- **Activity**: Report every line of the listing below in which the string "nowrap" appears.

- **Provided records**:
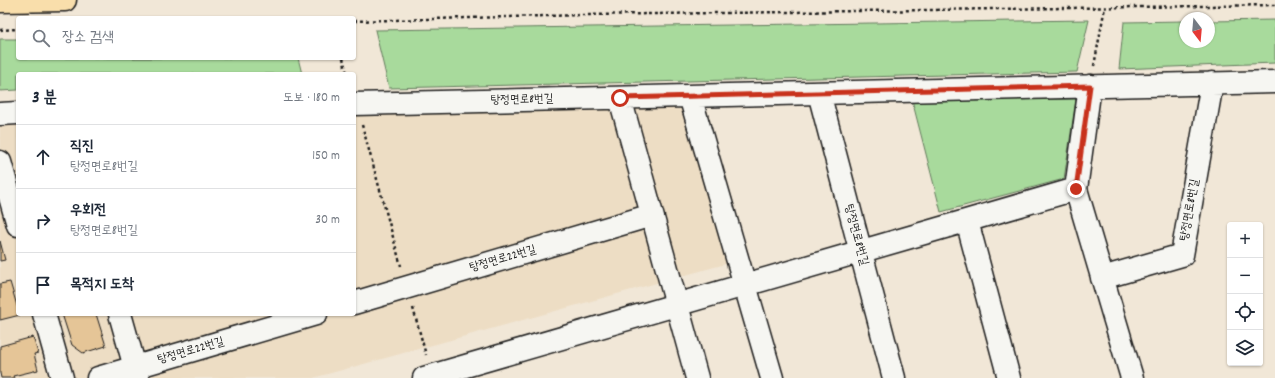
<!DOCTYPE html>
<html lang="ko">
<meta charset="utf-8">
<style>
:root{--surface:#fff;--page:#f2f2f3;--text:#1f2937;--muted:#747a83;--line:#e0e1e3}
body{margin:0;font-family:Dekko,"Poor Story",sans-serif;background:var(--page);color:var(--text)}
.controls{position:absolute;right:12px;bottom:12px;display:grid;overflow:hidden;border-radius:4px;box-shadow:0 1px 3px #0004}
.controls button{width:36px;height:36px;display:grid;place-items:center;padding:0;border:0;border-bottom:1px solid var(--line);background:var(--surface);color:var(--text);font:20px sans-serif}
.compass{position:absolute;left:1179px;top:12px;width:36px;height:36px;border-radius:50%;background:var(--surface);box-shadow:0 1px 3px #0004;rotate:164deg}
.stop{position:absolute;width:12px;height:12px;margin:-9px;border:3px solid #c8321e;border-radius:50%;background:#fff}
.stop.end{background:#c8321e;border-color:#fff;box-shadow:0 1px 4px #0008}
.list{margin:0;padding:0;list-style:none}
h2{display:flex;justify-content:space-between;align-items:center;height:52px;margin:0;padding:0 16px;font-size:17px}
h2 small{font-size:13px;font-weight:400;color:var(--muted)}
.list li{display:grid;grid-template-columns:26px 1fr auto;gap:12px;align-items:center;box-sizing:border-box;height:64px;padding:0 16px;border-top:1px solid var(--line)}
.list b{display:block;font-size:15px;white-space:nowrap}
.list p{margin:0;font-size:13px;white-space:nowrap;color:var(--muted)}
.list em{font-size:13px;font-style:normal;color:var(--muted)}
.icon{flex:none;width:22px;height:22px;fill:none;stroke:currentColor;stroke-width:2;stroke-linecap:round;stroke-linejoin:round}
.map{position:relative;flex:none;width:1275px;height:378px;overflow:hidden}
.search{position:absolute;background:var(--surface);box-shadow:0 1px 3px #0004;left:16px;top:16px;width:340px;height:44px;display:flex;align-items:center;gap:10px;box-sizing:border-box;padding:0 14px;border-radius:4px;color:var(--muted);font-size:15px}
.panel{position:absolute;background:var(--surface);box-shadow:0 1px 3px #0004;left:16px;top:72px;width:340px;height:244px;border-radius:4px}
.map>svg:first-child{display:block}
.built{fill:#edddc4}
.green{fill:#a8da9c;stroke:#627b5c}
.building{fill:#e5c597;stroke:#1c1c1c}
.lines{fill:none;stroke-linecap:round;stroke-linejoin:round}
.minor-casing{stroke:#1c1c1c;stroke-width:25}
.major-casing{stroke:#1c1c1c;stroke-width:25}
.path{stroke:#1c1c1c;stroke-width:2.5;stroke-dasharray:3 3;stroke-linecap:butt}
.minor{stroke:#f6f6f2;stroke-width:22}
.major{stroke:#f9deab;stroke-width:22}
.route{stroke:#c8321e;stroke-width:5}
.labels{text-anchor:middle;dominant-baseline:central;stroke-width:3;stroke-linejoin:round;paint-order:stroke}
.street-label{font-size:12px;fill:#1c1c1c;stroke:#f6f6f2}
</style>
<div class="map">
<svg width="1275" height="378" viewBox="0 0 1275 378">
<rect width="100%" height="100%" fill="#f1e7d7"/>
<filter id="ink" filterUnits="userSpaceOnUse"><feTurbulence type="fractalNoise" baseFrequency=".025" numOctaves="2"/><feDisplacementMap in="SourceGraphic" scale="8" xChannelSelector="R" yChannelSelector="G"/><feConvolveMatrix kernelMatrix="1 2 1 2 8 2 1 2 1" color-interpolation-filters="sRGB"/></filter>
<g filter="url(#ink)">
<path class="built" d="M685,102L729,263L313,378H0V115H18V314H354V108Z"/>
<path class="green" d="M1089,20L1077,72L389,88L375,30Z
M1275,20V63L1119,69L1124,22L1185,21V42H1209V21Z
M0,39H18V58H298L302,74H18V90L0,91Z
M1076,99L1064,179L941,212L912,100Z"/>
<path class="building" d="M0,241L5,260L0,261Z
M10,282L18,309V314L20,315L0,320V284Z
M62,314H96L106,346L83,353L72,345Z
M33,337L38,353L34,354L38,370L13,376L14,378H1L0,373V346Z"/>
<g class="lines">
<g class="minor-casing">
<path id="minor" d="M1090,86L1076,189L1132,378
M819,93L894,378
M690,96L772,378
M620,98L697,378
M354,104L1275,82
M0,114L18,113
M0,162L18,225
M967,221L1009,378
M1102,278L1182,255L1212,83
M354,303L652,215
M44,314L62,378
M120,314L138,378
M98,378L316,314
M424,378L1076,189"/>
</g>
<g class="major-casing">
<path id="major" d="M0,1L65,0"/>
</g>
<path class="path" d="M354,21L583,15L1275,5
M0,30L18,29
M343,58L347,74
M1094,66L1105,7
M362,125L401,266
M413,308L426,355"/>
<use href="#minor" class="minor"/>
<use href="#major" class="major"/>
</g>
</g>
<g class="lines" filter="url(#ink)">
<path class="route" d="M620,98L1090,86L1076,189"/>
</g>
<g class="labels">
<g class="street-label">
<text transform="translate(522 100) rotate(-1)">탕정면로8번길</text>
<text transform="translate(1190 210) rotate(-80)">탕정면로8번길</text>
<text transform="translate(856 235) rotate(75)">탕정면로8번길</text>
<text transform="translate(503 259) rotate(-16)">탕정면로22번길</text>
<text transform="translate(191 351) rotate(-16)">탕정면로22번길</text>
</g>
</g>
</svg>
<div class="controls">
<button>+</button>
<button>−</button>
<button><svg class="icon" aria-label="locate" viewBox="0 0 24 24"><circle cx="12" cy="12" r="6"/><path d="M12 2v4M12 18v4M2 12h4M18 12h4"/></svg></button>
<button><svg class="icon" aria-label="layers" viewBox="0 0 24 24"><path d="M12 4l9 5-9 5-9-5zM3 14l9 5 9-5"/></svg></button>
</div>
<svg class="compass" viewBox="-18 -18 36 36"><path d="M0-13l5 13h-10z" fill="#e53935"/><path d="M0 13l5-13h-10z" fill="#747a83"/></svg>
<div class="stop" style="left:620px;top:98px"></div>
<div class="stop end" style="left:1076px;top:189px"></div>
<div class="search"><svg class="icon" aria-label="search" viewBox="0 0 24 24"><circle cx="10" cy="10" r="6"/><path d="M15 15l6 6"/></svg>장소 검색</div>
<section class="panel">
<h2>3 분<small>도보 · 180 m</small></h2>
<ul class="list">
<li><svg class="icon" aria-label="ahead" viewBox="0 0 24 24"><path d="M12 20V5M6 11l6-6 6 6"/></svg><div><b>직진</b><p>탕정면로8번길</p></div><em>150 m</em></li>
<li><svg class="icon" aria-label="right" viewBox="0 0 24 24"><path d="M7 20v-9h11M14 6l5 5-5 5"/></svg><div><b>우회전</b><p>탕정면로8번길</p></div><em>30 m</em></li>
<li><svg class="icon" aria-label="arrive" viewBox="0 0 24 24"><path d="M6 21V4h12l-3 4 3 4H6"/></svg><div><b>목적지 도착</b></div></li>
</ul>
</section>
</div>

- **Reply**:
.list b{display:block;font-size:15px;white-space:nowrap}
.list p{margin:0;font-size:13px;white-space:nowrap;color:var(--muted)}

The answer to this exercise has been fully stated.